DiPietro announced Tuesday that Cheek, the leader of the flagship campus, will step down and return to teaching. Cheek will continue as chancellor until a successor is selected, which DiPietro called “best for the institution.”
The past academic year has been a whirlwind of controversy for Cheek and UT with uproars about Office for Diversity and Inclusion web posts and the removal of the Lady Vols nickname as well as a Title IX federal lawsuit alleging the university mishandles cases of sexual assault, especially when student athletes are accused.
But Cheek said those issues were “absolutely” not the reason he was stepping down. Instead, Cheek, who turns 70 in September, said it was about more time with his family, including four grandchildren.
He said his daughter Jennifer Armstrong brought up the question in February.
“She said, ‘Dad ,you’re working too much. You need to do something different,’ ” Cheek said. “And I said, ‘I’m not quite ready to retire.’ ”
That’s when his daughter suggested returning to the faculty — it’s less intense and less time- consuming, and urgent phone calls won’t pull him away from his grandchildren’s piano recitals.
Cheek said when he came to UT in February 2009 after a 34-year career at the University of Florida, he planned to stay in the role for three to five years. He has stayed nearly eight.
As of October, Cheek’s base salary was $447,492.
The chancellor’s announcement came after departure announcements by three of the nine members of his cabinet. Vice Chancellor for Communications Margie Nichols is retiring, and Provost Susan Martin is returning to her faculty role.
Former Vice Chancellor for Diversity Rickey Hall is leaving for a new role at the University of Washington, an announcement that came about the same time a bill passed by state lawmakers to pull funding from his office became law.
Cheek said Tuesday the searches to replace Nichols and Martin are suspended. His suggestion is to start the searches again once a chancellor is selected.
A search is expected to begin immediately after the Board of Trustees meetings on Wednesday and Thursday.
DiPietro said his goal is to begin preliminary interviews this summer and bring finalists on campus in the fall so he can make a recommendation to the trustees at the October meeting and have someone in place by the spring 2017 semester.
“We will scour the United States of America and beyond for the very finest candidates,” DiPietro said. “I hope that every candidate that we talk to says, ‘I can’t wait for them to offer me this job.’ ”
DiPietro has already contacted the UT Faculty Senate for recommendations of faculty to be on the search committee, said Bruce MacLennan, senate president.
MacLennan said faculty members will want to stress the importance of issues that include diversity and continuing teaching and research excellence.
Members of UT Diversity Matters, a coalition of mostly student groups, also plan to share their thoughts on a future chancellor with DiPietro and the trustees, said coalition member Johnathan Clayton, a UT senior.
He said he hopes UT leaders keep in mind there is a lot of diversity work to be done at UT.
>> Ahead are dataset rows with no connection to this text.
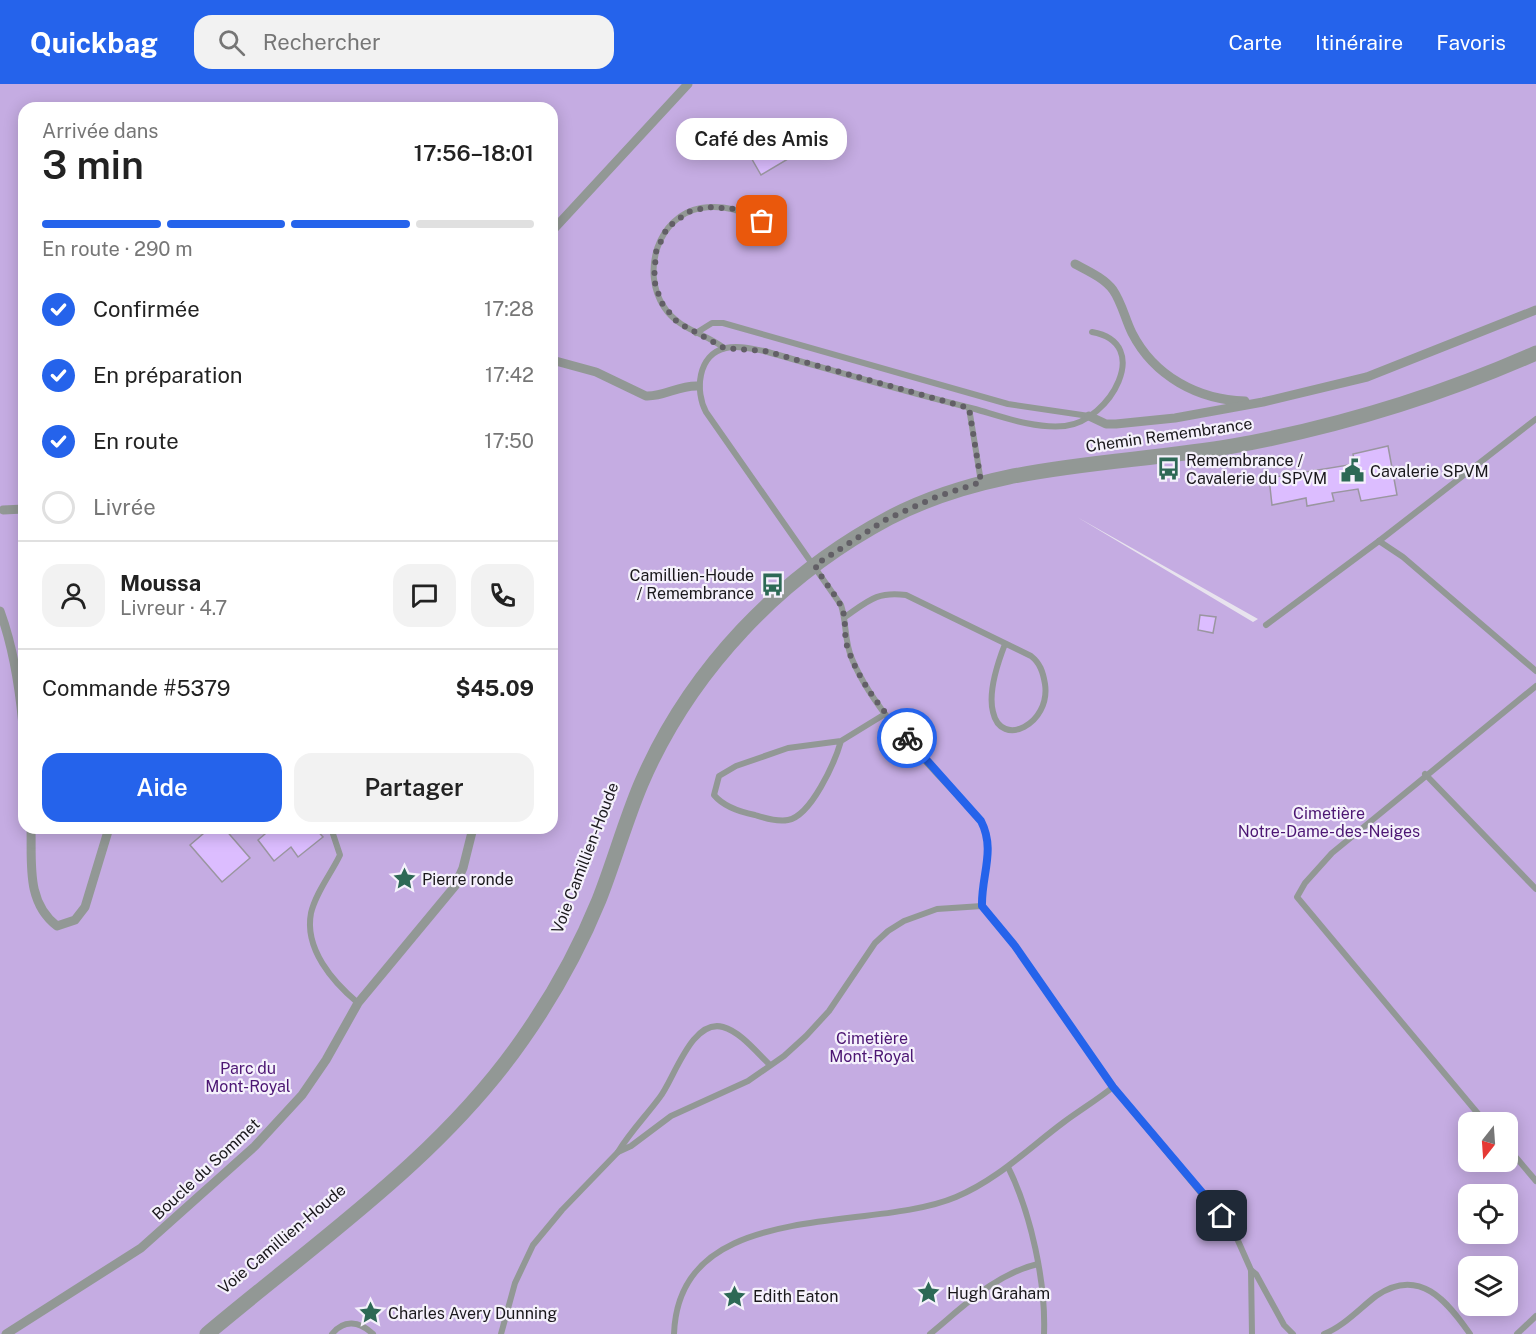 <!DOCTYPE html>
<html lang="fr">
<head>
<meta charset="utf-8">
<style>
  body { margin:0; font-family:"Public Sans",sans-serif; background:#f2f2f2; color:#222; height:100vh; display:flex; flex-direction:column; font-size:22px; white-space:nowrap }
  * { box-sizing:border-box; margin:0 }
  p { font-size:20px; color:#767676 }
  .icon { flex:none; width:33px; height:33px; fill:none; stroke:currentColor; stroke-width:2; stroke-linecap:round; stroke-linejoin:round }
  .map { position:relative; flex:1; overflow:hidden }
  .sheet { position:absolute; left:18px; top:18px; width:540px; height:732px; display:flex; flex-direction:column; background:#fff; border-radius:18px; box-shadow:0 3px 15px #0003 }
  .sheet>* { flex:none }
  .needle { width:39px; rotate:197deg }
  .fabs { position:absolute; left:1458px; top:1028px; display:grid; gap:12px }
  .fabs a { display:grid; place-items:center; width:60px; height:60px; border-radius:12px; background:#fff; box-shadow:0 3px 15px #0003; font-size:30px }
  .pin { position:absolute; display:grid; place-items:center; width:51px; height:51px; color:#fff; margin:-26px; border-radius:12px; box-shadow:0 3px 9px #0006 }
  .courier { position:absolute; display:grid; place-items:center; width:60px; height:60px; margin:-30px; border:4px solid #2563eb; border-radius:50%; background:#fff; color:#222; box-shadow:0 2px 8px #0007 }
  .bubble { position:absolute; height:42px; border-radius:18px; background:#fff; box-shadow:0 3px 15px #0003; font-size:20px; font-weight:600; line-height:42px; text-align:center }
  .headline em { font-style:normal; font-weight:600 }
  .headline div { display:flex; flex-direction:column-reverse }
  .headline { display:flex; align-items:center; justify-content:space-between; height:102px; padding:0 24px }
  h1 { font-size:39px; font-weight:600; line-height:45px }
  .bar { display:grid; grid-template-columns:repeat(4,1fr); gap:9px 6px; align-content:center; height:72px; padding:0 24px }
  .bar i { height:8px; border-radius:4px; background:#e0e0e0 }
  .bar .current { background:#2563eb }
  .bar p { grid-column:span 4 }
  .line { display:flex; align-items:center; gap:15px; padding:0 24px; border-top:2px solid #e0e0e0 }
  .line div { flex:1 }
  .round { display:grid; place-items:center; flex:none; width:63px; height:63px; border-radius:18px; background:#f2f2f2 }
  ol { padding:0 24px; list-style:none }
  li { display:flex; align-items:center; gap:18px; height:66px }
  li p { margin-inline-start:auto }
  li .icon { padding:6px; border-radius:50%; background:#2563eb; color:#fff; stroke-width:4 }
  li:last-child { color:#767676 }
  li i { width:33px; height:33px; border:3px solid #e0e0e0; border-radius:50% }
  .cta { display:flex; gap:12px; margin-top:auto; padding:12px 24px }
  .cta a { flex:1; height:69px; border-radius:18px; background:#2563eb; color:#fff; font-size:24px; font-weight:600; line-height:69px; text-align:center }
  .cta a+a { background:#f2f2f2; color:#222 }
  header { display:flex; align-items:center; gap:36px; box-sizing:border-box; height:84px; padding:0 30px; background:#2563eb; color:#fff }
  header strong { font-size:28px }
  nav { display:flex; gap:33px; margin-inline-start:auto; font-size:21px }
  .search { width:420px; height:54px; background:#f2f2f2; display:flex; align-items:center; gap:15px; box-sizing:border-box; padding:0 21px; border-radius:18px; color:#767676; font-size:22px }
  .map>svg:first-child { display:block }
  .green { fill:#c5ace2; fill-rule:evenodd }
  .building { fill:#dcbdff; stroke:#9a96a0; stroke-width:1.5 }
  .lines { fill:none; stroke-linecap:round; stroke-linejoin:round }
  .service { stroke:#929895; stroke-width:6 }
  .pedestrian { stroke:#929895; stroke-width:9 }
  .tertiary { stroke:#929895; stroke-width:15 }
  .done { stroke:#625f66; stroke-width:6; stroke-dasharray:0 10.8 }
  .route { stroke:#2563eb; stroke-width:8 }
  .labels { text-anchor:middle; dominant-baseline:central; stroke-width:4.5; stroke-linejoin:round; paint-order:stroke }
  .street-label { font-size:16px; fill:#1a181c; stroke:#f5f1fc }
  .poi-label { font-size:16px; fill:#1a181c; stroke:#f5f1fc; text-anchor:start }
  .park-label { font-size:16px; fill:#4c1673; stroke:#f5f1fc }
</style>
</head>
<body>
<header>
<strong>Quickbag</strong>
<div class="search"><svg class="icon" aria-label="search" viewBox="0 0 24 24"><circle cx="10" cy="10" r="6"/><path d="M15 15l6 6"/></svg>Rechercher</div>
<nav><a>Carte</a><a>Itinéraire</a><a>Favoris</a></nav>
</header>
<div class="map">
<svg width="1536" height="1250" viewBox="0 0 1536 1250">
  <rect width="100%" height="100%" fill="#e8e3ee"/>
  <path class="green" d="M0,0H1536V1250H0ZM24,24H552V744H24ZM1077,433L1258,535L1253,538ZM1468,1038H1508V1077H1468ZM1468,1110H1508V1149H1468ZM1468,1182H1508V1221H1468Z"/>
  <g class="building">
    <path d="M773,38L793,72L761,91L741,56Z"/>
    <path d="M1388,362L1397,411L1361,417L1358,405L1332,409L1334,417L1307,422L1306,414L1272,421L1269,394L1355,380L1353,370Z"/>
    <path d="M1200,531L1216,533L1213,549L1198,546Z"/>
    <path d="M210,744H224L250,774L222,798L190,761Z"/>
    <path d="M272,744H315L323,753L298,773L291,763L274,777L258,756Z"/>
  </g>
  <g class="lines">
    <g class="service">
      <path d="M1092,248C1154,259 1110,337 1065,342C1035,345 1003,333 975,325C905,308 835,287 764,267C752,265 738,261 726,264C697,270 695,308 706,328L841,521C847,539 844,557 852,575C876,633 939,690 981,737C996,766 981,792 982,822L1015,862L1113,1003L1235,1150L1251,1186L1252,1250"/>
      <path d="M696,249L712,239H723L1008,320L1089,332"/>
      <path d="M724,264C705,249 679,246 664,223C641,189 657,132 701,124C724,120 742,127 762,137"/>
      <path d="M969,324L981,398"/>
      <path d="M1379,457L1403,473L1536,587"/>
      <path d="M845,533C868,517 877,507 906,511L1031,572C1040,579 1043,588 1045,600C1051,640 1001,665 993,628C988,609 998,578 1005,560"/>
      <path d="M1266,541L1379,457L1536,335"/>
      <path d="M841,657C835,678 811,732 788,736C777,738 765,734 755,731C740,728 724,723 714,711L719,692L736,682L788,664L841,657L885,630"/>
      <path d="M1425,690L1536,805"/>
      <path d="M331,744L340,771C331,790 316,808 311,829C304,865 333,898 358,919"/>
      <path d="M1485,1038L1297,813L1305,799L1332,769L1536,602"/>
      <path d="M1508,1064L1536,1097"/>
      <path d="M618,1068C630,1048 646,1032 660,1013C674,995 692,934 723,943C741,948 757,969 770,981"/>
      <path d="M1008,1083C1031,1129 1046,1199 1044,1250"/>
      <path d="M1251,1186L1256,1190L1284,1241L1293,1250"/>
      <path d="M332,1250C344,1235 359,1237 373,1250"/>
      <path d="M501,1250L515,1199L533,1161L562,1126L618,1068L631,1062L671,1032L748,997L784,972L806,952L829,927L875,859L888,847L904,837L937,825L982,822"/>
      <path d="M674,1250C679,1112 869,1150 956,1113C997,1096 1029,1064 1064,1038C1080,1026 1097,1016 1113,1003"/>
      <path d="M930,1250C963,1223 995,1190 1038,1180"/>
      <path d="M1324,1250C1344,1242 1359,1225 1376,1212C1419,1182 1447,1217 1470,1250"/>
      <path d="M1517,1250L1536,1232"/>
    </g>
    <g class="pedestrian">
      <path d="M552,147L688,0"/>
      <path d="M1075,180C1088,187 1104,194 1113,206C1122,219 1125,235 1132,249C1154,292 1198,316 1245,317"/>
      <path d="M552,276L596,288L646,312C664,313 679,301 698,302"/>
      <path d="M1089,332L1106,340H1116L1175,334L1263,318L1367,293L1536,226"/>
      <path d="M3,426L24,425"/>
      <path d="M0,527C15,568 21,612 24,655"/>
      <path d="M31,744C32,780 26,818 57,842L75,836L85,823L109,744"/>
      <path d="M6,1250L141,1164L255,1062L302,1011L326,976L358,919L455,802L463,784L473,744"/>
    </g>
    <path class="tertiary" d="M207,1250C316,1158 440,1074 522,956C553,912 579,865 599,816C614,778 625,738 641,700C690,586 780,492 889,434C996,378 1117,382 1233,362C1337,343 1439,312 1536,269"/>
  </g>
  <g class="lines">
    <path class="done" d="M762,137L737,125L709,123L688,128L667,144L656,168L654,196L661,218L677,238L724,264L765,267L969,324L981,398L936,413L887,435L815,481C822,496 835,509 842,524C847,537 843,552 848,565C860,600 884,628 907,654"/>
    <path class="route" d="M907,654L981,737C996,766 981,792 982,822L1015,862L1113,1003L1222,1132"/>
  </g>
  <defs>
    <symbol id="bus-bare" viewBox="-9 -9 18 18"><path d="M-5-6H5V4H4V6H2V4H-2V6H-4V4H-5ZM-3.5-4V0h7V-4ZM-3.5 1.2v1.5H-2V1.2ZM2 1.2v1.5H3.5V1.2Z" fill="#2d6955" stroke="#f5f1fc" stroke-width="2.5" paint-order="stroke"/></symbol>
    <symbol id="civic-bare" viewBox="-9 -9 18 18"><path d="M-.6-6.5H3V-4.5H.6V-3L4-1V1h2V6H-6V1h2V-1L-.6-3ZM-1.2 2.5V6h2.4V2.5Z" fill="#2d6955" stroke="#f5f1fc" stroke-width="2.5" paint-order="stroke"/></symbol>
    <symbol id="sight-bare" viewBox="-9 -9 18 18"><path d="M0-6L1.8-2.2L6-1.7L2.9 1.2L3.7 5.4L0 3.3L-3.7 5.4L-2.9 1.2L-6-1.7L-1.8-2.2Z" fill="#2d6955" stroke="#f5f1fc" stroke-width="2.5" paint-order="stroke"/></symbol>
  </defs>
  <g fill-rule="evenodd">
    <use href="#bus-bare" x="1152" y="368" width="33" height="33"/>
    <use href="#civic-bare" x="1336" y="370" width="33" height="33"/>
    <use href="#bus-bare" x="756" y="484" width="33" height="33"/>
    <use href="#sight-bare" x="388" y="778" width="33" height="33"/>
    <use href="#sight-bare" x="912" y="1192" width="33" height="33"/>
    <use href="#sight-bare" x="718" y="1196" width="33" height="33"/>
    <use href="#sight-bare" x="354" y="1212" width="33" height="33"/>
  </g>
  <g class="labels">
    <g class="street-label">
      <text transform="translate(1169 351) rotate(-8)">Chemin Remembrance</text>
      <text transform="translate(585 774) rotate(-69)">Voie Camillien-Houde</text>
      <text transform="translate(206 1085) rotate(-43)">Boucle du Sommet</text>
      <text transform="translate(282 1155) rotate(-40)">Voie Camillien-Houde</text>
    </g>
    <g class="poi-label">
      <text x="1186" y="376">Remembrance /<tspan x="1186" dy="18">Cavalerie du SPVM</tspan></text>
      <text x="1370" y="387">Cavalerie SPVM</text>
      <text x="754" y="491" text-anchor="end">Camillien-Houde<tspan x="754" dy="18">/ Remembrance</tspan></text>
      <text x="422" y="795">Pierre ronde</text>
      <text x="947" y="1209">Hugh Graham</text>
      <text x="753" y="1212">Edith Eaton</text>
      <text x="388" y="1229">Charles Avery Dunning</text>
    </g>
    <g class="park-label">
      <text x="1329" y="729">Cimetière<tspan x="1329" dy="18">Notre-Dame-des-Neiges</tspan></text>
      <text x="872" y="954">Cimetière<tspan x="872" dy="18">Mont-Royal</tspan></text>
      <text x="248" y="984">Parc du<tspan x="248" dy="18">Mont-Royal</tspan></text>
    </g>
  </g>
</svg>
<div class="fabs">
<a><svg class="needle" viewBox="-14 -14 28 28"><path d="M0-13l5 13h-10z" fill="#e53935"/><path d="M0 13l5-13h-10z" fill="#767676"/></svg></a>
<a><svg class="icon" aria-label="locate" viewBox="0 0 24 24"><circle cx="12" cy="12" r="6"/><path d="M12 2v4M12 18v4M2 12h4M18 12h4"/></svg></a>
<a><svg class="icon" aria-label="layers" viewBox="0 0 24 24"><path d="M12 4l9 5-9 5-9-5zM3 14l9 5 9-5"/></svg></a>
</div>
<div class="pin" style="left:762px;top:137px;background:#ea580c"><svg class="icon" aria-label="bag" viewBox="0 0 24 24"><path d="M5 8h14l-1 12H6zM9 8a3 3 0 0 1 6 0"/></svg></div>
<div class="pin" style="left:1222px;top:1132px;background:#1f2937"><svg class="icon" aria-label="home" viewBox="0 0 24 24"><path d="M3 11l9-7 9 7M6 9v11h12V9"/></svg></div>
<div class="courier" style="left:907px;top:654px"><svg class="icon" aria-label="bike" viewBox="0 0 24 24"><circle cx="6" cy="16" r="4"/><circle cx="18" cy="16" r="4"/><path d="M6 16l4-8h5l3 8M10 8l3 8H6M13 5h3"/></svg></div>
<div class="bubble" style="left:676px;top:34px;width:171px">Café des Amis</div>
<section class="sheet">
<div class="headline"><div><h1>3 min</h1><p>Arrivée dans</p></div><em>17:56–18:01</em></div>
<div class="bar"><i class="current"></i><i class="current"></i><i class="current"></i><i></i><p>En route · 290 m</p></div>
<ol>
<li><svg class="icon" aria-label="check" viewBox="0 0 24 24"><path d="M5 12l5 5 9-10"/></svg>Confirmée<p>17:28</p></li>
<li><svg class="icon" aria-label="check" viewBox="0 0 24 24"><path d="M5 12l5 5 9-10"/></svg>En préparation<p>17:42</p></li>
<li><svg class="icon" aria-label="check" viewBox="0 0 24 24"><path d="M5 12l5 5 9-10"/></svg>En route<p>17:50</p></li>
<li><i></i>Livrée</li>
</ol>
<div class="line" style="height:108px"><a class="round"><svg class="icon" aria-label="person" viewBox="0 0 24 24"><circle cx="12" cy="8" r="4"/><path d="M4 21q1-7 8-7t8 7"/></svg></a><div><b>Moussa</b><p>Livreur · 4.7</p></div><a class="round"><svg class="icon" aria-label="chat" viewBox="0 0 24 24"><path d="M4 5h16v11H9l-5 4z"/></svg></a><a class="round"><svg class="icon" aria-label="phone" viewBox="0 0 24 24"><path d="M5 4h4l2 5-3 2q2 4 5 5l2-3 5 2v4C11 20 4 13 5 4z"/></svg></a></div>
<div class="line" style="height:78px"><div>Commande #5379</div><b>$45.09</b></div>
<div class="cta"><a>Aide</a><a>Partager</a></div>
</section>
</div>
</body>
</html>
When a new chancellor is in place, Cheek will start teaching educational leadership and higher education policy to mostly doctoral students.
He’ll be able to share practical experience with students interested in “getting it right from the horse’s mouth,” said Bob Rider, the dean of the College of Education, Health and Human Sciences.
The college is also where UT’s Center for Educational Leadership is based. Knox County Schools Superintendent Jim McIntyre will lead that center starting Aug. 1.
Rider said having both men on staff means “great things” for the college.
For Cheek, the change will be all about time for his family and his students.
“These are 24-hour, every-day-of-the-week jobs,” he said of being chancellor. “You can do that for a certain period of time, but you can’t do that indefinitely.”